Outre le regroupement, de nombreux professionnels regrettent l’absence de politique sélective en secondaire. «La volonté générale, c’est de ne plus faire redoubler les élèves au Cycle, constate Roland Jeannet, directeur du collège André Chavanne. Du coup, les normes d’admission au Collège se sont assouplies: avec trois insuffisances, l’élève peut encore entrer, alors que la limite était fixée à deux auparavant.»

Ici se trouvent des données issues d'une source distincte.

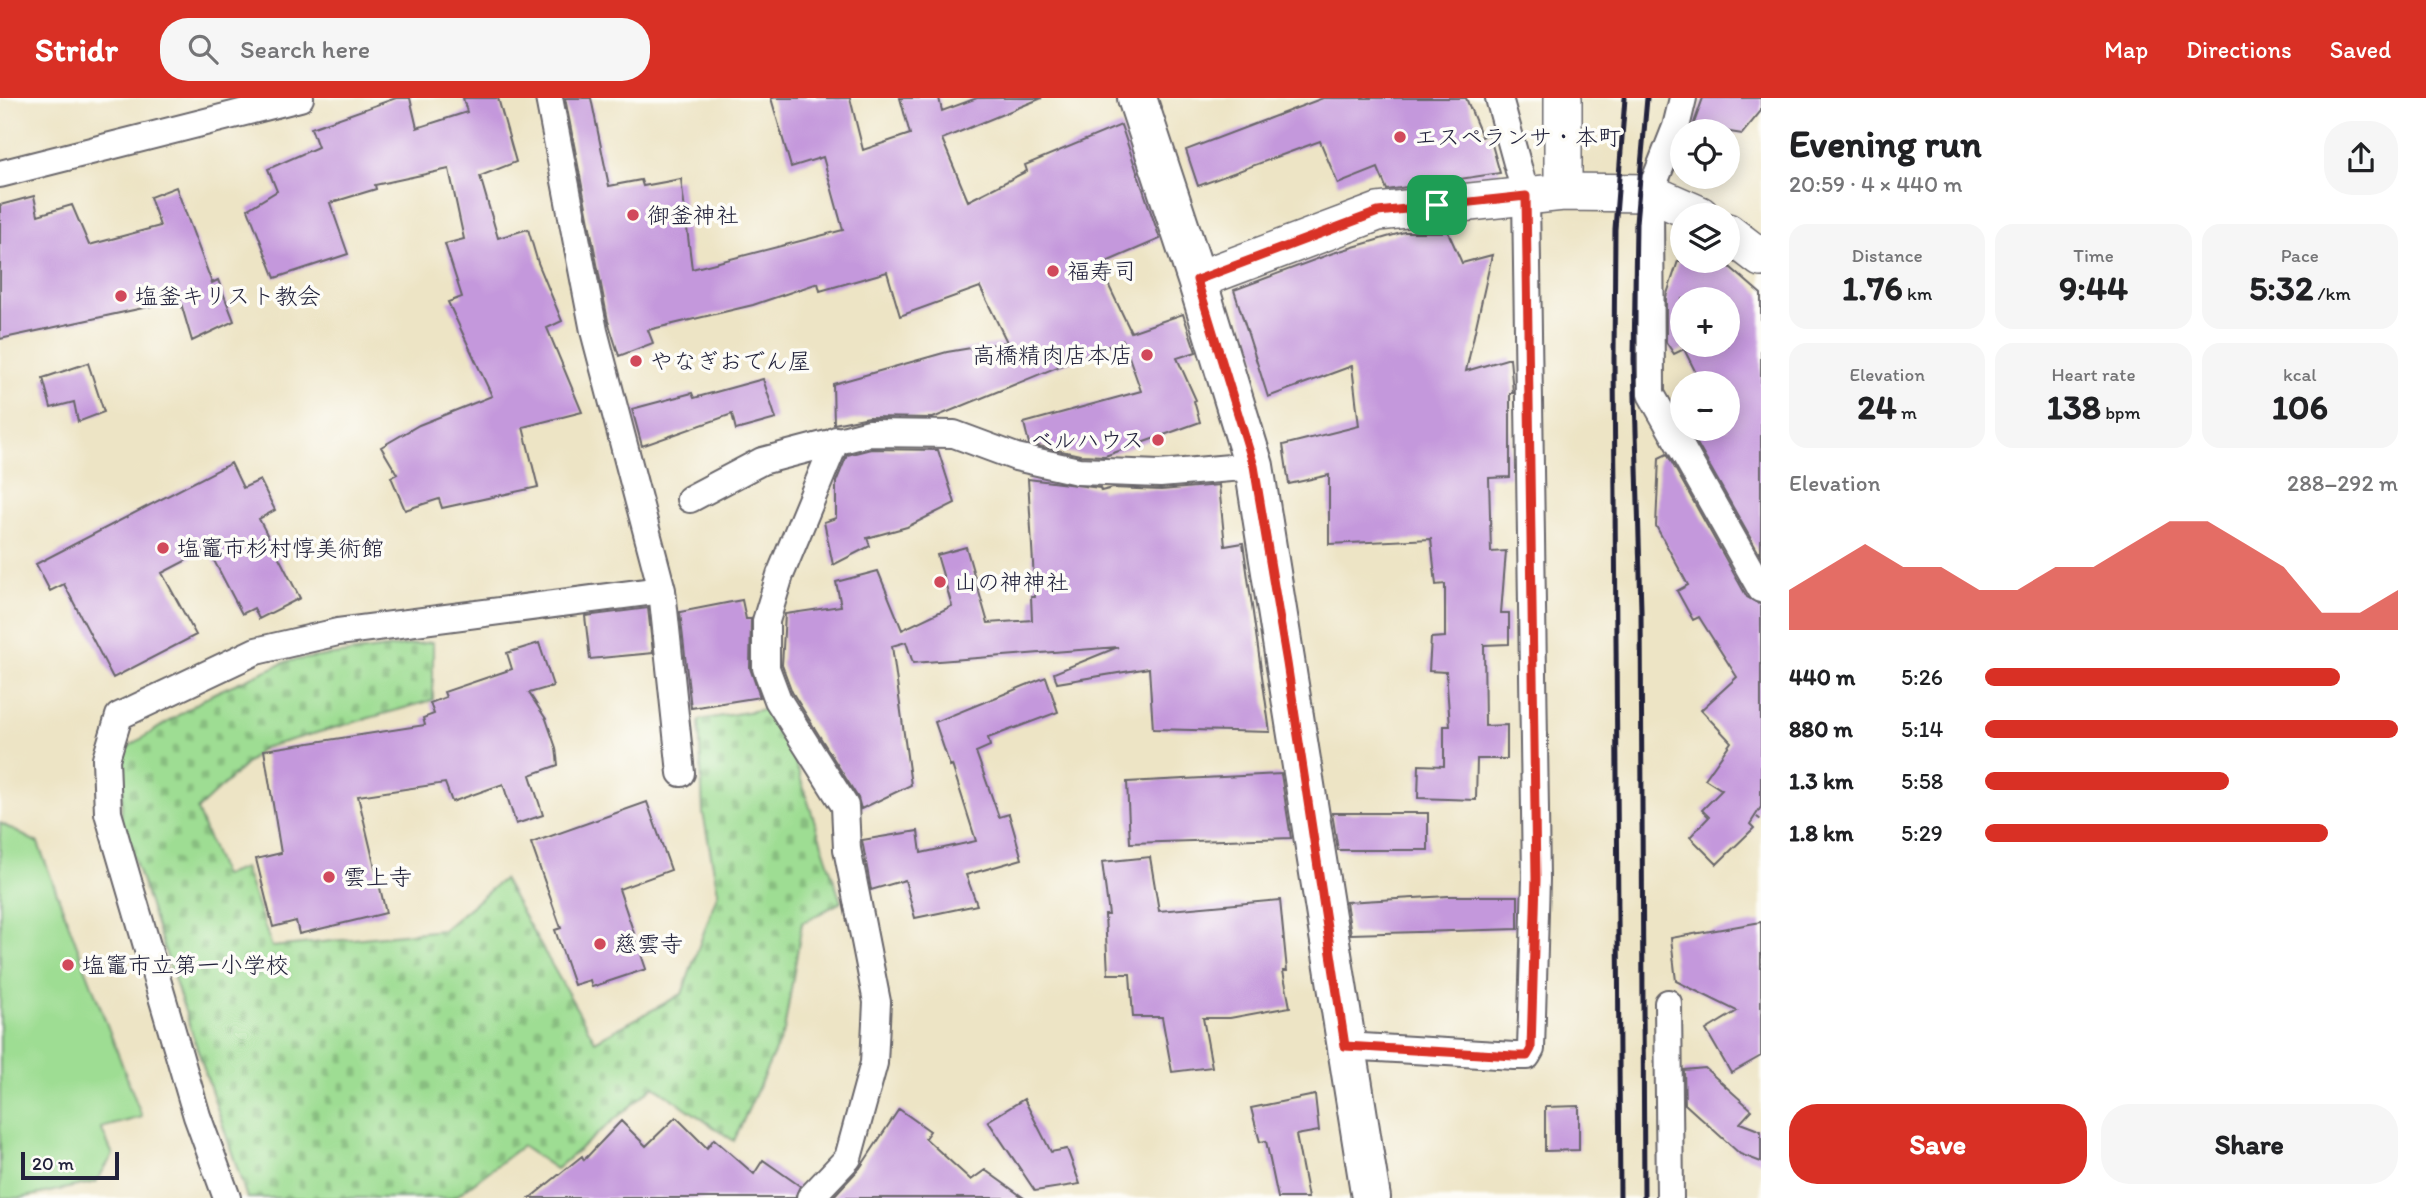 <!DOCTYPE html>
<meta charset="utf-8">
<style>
body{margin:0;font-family:Itim,"Klee One",sans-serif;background:#f6f6f6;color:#202124;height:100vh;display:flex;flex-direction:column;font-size:26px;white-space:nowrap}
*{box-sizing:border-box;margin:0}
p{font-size:23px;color:#757577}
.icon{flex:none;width:38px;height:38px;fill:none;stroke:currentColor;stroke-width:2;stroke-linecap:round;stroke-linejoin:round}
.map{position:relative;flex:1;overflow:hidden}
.drawer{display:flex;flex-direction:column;background:#fff;width:665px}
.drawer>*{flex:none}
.fabs{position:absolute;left:1670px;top:21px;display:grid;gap:14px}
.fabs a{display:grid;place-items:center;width:70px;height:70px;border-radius:50%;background:#fff;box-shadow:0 4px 18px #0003;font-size:35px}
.scale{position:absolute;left:21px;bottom:18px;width:98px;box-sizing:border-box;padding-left:7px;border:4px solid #22223b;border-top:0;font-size:19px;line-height:24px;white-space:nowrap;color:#22223b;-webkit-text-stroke:5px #fdfcf7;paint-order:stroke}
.pin{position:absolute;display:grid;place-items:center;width:60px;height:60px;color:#fff;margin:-30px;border-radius:14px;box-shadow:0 4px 10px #0006}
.round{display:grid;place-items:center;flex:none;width:74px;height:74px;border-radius:28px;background:#f6f6f6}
.overview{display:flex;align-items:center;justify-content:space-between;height:119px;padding:0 28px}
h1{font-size:38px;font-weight:700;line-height:52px}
.figures{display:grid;grid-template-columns:repeat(3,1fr);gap:10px;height:119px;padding:7px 28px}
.figures div{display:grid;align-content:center;border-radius:18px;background:#f6f6f6;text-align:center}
.figures b{font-size:35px;font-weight:700}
.figures small{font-size:19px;font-weight:400}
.figures p{font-size:19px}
.chart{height:196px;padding:14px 28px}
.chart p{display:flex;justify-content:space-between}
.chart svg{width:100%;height:126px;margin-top:7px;fill:#d93025;opacity:.7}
.button{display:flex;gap:14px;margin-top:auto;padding:14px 28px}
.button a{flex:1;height:80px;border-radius:28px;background:#d93025;color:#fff;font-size:28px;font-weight:700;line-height:80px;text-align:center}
.button a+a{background:#f6f6f6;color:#202124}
ul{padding:0 28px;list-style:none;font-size:23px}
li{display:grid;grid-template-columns:112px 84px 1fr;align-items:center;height:52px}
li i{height:18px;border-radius:9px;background:#d93025}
header{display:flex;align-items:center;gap:42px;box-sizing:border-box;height:98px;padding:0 35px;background:#d93025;color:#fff}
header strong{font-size:33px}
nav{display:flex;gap:38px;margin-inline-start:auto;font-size:24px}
.search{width:490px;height:63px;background:#f6f6f6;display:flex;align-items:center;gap:18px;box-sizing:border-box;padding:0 24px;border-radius:28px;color:#757577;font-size:26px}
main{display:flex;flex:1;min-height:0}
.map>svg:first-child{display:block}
</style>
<header>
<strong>Stridr</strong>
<div class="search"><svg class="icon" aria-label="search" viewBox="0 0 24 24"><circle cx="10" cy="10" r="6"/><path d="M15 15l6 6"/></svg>Search here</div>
<nav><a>Map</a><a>Directions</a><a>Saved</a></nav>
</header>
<main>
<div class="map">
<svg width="1761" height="1100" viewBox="0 0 1761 1100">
<defs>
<pattern id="cemetery-stones" width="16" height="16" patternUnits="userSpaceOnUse" patternTransform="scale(1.75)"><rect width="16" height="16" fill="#9edd93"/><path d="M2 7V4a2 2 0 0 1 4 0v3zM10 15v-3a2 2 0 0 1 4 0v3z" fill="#88bd80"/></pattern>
</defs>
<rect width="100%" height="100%" fill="#fdfcf7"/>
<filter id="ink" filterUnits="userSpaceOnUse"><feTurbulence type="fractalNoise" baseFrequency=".0143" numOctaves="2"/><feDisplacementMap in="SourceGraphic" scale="14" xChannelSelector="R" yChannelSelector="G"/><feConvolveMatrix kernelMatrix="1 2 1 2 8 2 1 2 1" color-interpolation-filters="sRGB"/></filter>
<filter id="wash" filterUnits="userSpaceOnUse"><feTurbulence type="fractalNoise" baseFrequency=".00686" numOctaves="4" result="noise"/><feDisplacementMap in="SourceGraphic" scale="28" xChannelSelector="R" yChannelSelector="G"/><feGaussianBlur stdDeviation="1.57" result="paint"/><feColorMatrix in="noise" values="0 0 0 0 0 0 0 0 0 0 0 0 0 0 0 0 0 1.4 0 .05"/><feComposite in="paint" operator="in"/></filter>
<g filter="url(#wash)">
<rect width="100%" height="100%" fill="#ede4c5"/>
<!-- cemetery -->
<path fill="url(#cemetery-stones)" stroke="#608067" stroke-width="2" d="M433 544V602L263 650 197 712 223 778 244 770 272 849 443 832 503 781 595 943 682 896 718 794 703 715 699 622 777 609 841 804 802 825 784 933 734 1043 654 988 556 1071 522 1048 454 1100H247L121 721 125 651 212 596 288 563Z"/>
<!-- pitch -->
<path fill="#9edd93" stroke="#608067" stroke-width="2" d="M0 725 38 745 142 1019 101 1030 113 1057 96 1084 21 1100H0Z"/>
<g id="blocks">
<!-- building -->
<path fill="#c498dc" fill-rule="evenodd" d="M396 0H410L417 30 467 14 463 0H498L516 64 480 78 498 140 528 131 538 165 562 223 547 230 582 314 523 329 538 389 442 410 439 401 405 412 391 379 397 376 381 349 419 327 492 298 448 204 462 199 445 146 464 141 449 71 375 87 376 91 330 105 348 156 275 180 248 111 277 93 268 71 318 49 311 30Z
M565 0H591L609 88 641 82 643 88 681 81 692 171 843 132 823 59 791 69 771 0H850L863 52 910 36 900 0H939L942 13 977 0H1042L942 41 968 103 1027 73 1025 67 1121 27 1160 141 1099 167 1131 234 1183 216 1196 254 1177 260 1196 302 1194 303 1200 324 1105 358 1080 357 1029 346 1024 325 1141 293 1123 242 933 320 869 319 834 326 833 286 947 254 1007 244 980 189 900 218 887 174 820 193 818 185 753 207 648 232 653 245 619 258 608 223Z
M1323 0H1466L1482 39 1489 36 1500 75 1387 92 1378 70 1338 86 1320 43 1198 88 1186 52Z
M1703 0H1761V13L1742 36 1693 28Z
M176 89 212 185 218 182 234 223 192 243 180 202 0 241V107L34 98 38 117 72 107 89 147 160 128 150 99Z
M1404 134H1448L1462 165 1492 157 1466 273 1510 260 1513 295H1510V379L1489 380 1491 454 1506 453 1501 515H1509V546L1484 547 1485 628 1507 627V661H1477L1476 702 1418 700 1419 667 1444 668V628H1450L1446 574 1429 573 1431 540 1445 539V486L1436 487 1431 441 1329 446V377L1289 386 1283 347 1359 328 1352 268 1268 299 1234 192 1333 155Z
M1678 163H1723L1761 196V459L1695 342 1692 331H1727V285H1701L1684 251 1674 256 1666 244V199ZM1682 201H1727V247H1682Z
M88 265 104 314 78 324 74 304 51 310 43 280Z
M763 281 776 321 736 332 732 316 642 348 632 311 692 295 694 300Z
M871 351 938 352 955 405 907 429 867 440 870 448 833 467 824 424 836 420V384L847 357Z
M1667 356 1747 499 1761 507V709L1750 726 1754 730 1717 766 1690 739 1709 719 1702 712 1722 692 1705 681 1731 644 1701 612 1737 579 1699 519 1693 522 1677 493 1688 487 1656 428 1659 360Z
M231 365 243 390 260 382 275 412 259 421 300 500 259 521 254 510 242 516 208 451 162 475 196 537 113 580 64 486 50 493 36 466Z
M1028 381 1100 390 1101 393 1113 390 1161 392 1219 387 1225 448 1243 445 1270 634 1153 631 1149 570 1057 585 1054 575 1118 549 913 565 906 544 892 548 911 687 861 711 858 700 792 594 782 567 785 516 841 508 836 484 878 473 902 532 952 508 937 457 966 449 988 525 1032 522 1031 499H1035Z
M742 502 746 521H751L750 570 760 599 691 610 680 514Z
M648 510 653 555 590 561 585 518Z
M539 545 553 588 529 595 546 621 556 650 558 667 530 677 543 717 516 726 503 686 452 704 445 685 358 698 386 815 299 836 296 823 273 829 256 761 281 755 264 652 425 627 423 620 434 616 430 605 446 599 444 594 512 571 507 555Z
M1046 579 1058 614 988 640 990 648 976 654 999 719 1009 716 1022 761 966 777 977 807 915 820 905 782 871 792 862 742 918 733 921 755 976 743 952 667 950 668 935 624Z
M1281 676 1291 740 1130 745 1127 684Z
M647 704 671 772 619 791 646 871 592 889 590 882 574 887 555 832 561 830 531 745Z
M1332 715H1428V752H1338Z
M1150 759 1159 813 1280 802 1287 873H1283L1290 909 1230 920H1203L1212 969 1172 974 1162 919H1133L1130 876H1108L1105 817H1109L1102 764Z
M1448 798H1518V831L1351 836 1346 804Z
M1761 824V958L1731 975 1706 932 1737 913 1676 883 1671 840Z
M1705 970 1752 1012 1740 1025 1761 1033V1064L1740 1056 1685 1006 1684 972Z
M1315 997 1319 1033 1296 1037 1308 1100H1278L1266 1043 1260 1044 1251 1010Z
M1024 1001 1051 1054 1067 1051 1080 1086 1035 1093 988 1023Z
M1579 1008V1052L1545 1053V1009Z
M899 1011 930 1033 925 1040 971 1082 985 1072 1024 1100H832L860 1070Z
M676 1019 707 1050 714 1041 754 1076 763 1062 800 1088 795 1100H530L582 1058 584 1062 621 1023 646 1048Z"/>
</g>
</g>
<g filter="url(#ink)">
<use href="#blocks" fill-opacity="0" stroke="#69666b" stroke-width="2"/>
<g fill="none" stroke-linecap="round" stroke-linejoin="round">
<defs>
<path id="street" d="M1683 0 1676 29 1650 95 1651 296 1761 491
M0 76 300 0
M690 401 762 363 869 335 954 336 1016 359 1078 373 1160 376 1254 368
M662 492 681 675
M1668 905 1670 1100
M1345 948 1514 958H1527L1531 951 1536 781 1526 98 1499 0
M227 1100 197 1018 108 715 106 661 119 618 256 553 338 534 662 492 594 233 549 0
M810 1100 848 1060 874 965 877 904 847 751 845 708 778 602 766 570V523L780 477 836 342"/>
<path id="secondary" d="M1563 94 1650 95 1700 117
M1727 134 1761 160
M1197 182 1378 114 1563 94V0"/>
<path id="primary" d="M1137 0 1197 182 1254 368 1371 1100"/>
</defs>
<!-- street casing -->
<use href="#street" stroke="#69666b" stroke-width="30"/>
<!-- secondary casing -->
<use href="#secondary" stroke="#69666b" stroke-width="40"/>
<!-- primary casing -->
<use href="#primary" stroke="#69666b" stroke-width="42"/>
<!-- path -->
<path stroke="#69666b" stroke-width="4.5" stroke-dasharray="2 5" stroke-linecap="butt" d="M1758 721 1761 717"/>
<!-- street -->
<use href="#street" stroke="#fff" stroke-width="26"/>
<!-- secondary -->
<use href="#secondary" stroke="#fff" stroke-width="37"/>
<!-- primary -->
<use href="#primary" stroke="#fff" stroke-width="38"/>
<!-- rail -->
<path stroke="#22223b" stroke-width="5" d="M1620 1100 1614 261 1615 131 1625 0
M1644 1100 1641 512 1634 262 1636 125 1647 0"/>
</g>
</g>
<g fill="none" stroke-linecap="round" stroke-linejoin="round" filter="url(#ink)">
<defs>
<path id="route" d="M1526 98 1536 781 1531 951 1527 958H1514L1345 948 1287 565 1254 368 1197 182 1378 114Z"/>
</defs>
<!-- route casing -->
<use href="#route" stroke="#fff" stroke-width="14"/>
<!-- route -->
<use href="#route" stroke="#d93025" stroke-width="9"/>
</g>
<!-- markers -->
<g fill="#d1495b" stroke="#fdfcf7" stroke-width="2.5">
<circle cx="1400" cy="39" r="7"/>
<circle cx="633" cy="117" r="7"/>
<circle cx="1053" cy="173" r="7"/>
<circle cx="121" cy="198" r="7"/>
<circle cx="1147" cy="257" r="7"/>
<circle cx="636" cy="263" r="7"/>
<circle cx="1158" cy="342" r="7"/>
<circle cx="163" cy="450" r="7"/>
<circle cx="940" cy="484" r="7"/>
<circle cx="329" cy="779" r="7"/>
<circle cx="600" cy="846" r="7"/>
<circle cx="68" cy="867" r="7"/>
</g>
<g text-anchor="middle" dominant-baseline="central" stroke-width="7" stroke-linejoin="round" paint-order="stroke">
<!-- poi labels -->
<g font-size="23" fill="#22223b" stroke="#fdfcf7" text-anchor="start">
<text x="1414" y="39">エスペランサ・本町</text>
<text x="647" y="117">御釜神社</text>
<text x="1067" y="173">福寿司</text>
<text x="135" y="198">塩釜キリスト教会</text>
<text x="1133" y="257" text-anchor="end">高橋精肉店本店</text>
<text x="650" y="263">やなぎおでん屋</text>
<text x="1144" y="342" text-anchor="end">ベルハウス</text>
<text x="177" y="450">塩竈市杉村惇美術館</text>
<text x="954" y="484">山の神神社</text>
<text x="343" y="779">雲上寺</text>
<text x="614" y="846">慈雲寺</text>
<text x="82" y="867">塩竈市立第一小学校</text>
</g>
</g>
</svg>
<div class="fabs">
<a><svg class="icon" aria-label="locate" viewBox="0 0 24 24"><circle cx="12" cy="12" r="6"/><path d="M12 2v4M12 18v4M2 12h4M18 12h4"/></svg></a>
<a><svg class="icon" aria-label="layers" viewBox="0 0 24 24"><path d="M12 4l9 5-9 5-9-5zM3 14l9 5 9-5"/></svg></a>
<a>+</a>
<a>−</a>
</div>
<div class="scale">20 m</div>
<div class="pin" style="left:1437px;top:107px;background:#1e9e55"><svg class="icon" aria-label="arrive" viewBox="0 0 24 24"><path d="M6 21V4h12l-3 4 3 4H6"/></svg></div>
</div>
<section class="drawer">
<div class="overview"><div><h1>Evening run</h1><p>20:59 · 4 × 440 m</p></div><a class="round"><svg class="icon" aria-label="share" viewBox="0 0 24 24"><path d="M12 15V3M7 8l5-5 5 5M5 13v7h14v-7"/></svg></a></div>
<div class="figures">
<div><p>Distance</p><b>1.76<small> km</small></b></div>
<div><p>Time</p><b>9:44</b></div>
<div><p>Pace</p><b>5:32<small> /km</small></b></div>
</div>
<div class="figures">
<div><p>Elevation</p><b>24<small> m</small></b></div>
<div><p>Heart rate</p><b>138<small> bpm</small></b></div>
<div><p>kcal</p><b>106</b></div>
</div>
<div class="chart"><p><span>Elevation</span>288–292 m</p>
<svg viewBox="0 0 160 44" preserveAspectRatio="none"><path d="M0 44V30L10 22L20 14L30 22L40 22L50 30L60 30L70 22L80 22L90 14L100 6L110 6L120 14L130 22L140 38L150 38L160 30V44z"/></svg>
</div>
<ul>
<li><b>440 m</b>5:26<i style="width:86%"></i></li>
<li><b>880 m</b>5:14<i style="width:100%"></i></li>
<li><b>1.3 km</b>5:58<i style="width:59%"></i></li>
<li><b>1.8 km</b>5:29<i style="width:83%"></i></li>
</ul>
<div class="button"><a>Save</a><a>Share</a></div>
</section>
</main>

«Le Cycle ne joue plus son rôle d’orientation, renchérit Olivier Newell. Car un prof ne peut pas montrer à sa direction un taux d’échec de 50% dans sa classe, alors il baisse le niveau d’exigence, c’est mathématique. Je ne connais pas un seul prof qui pourrait faire passer à des élèves aujourd’hui une épreuve d’il y a dix ans.»

«Si l’évolution se confirme cette année et la suivante, nous réfléchirons à réévaluer les normes de passage entre le niveau 9 et 10, répond Georges Schürch, directeur général du cycle d’orientation. Et aussi le fait que les moyennes exigées pour le passage d’une section à l’autre se calculent toutes branches confondues: un élève peut compenser en gymnastique ou en histoire une insuffisance en mathématique ou en français.»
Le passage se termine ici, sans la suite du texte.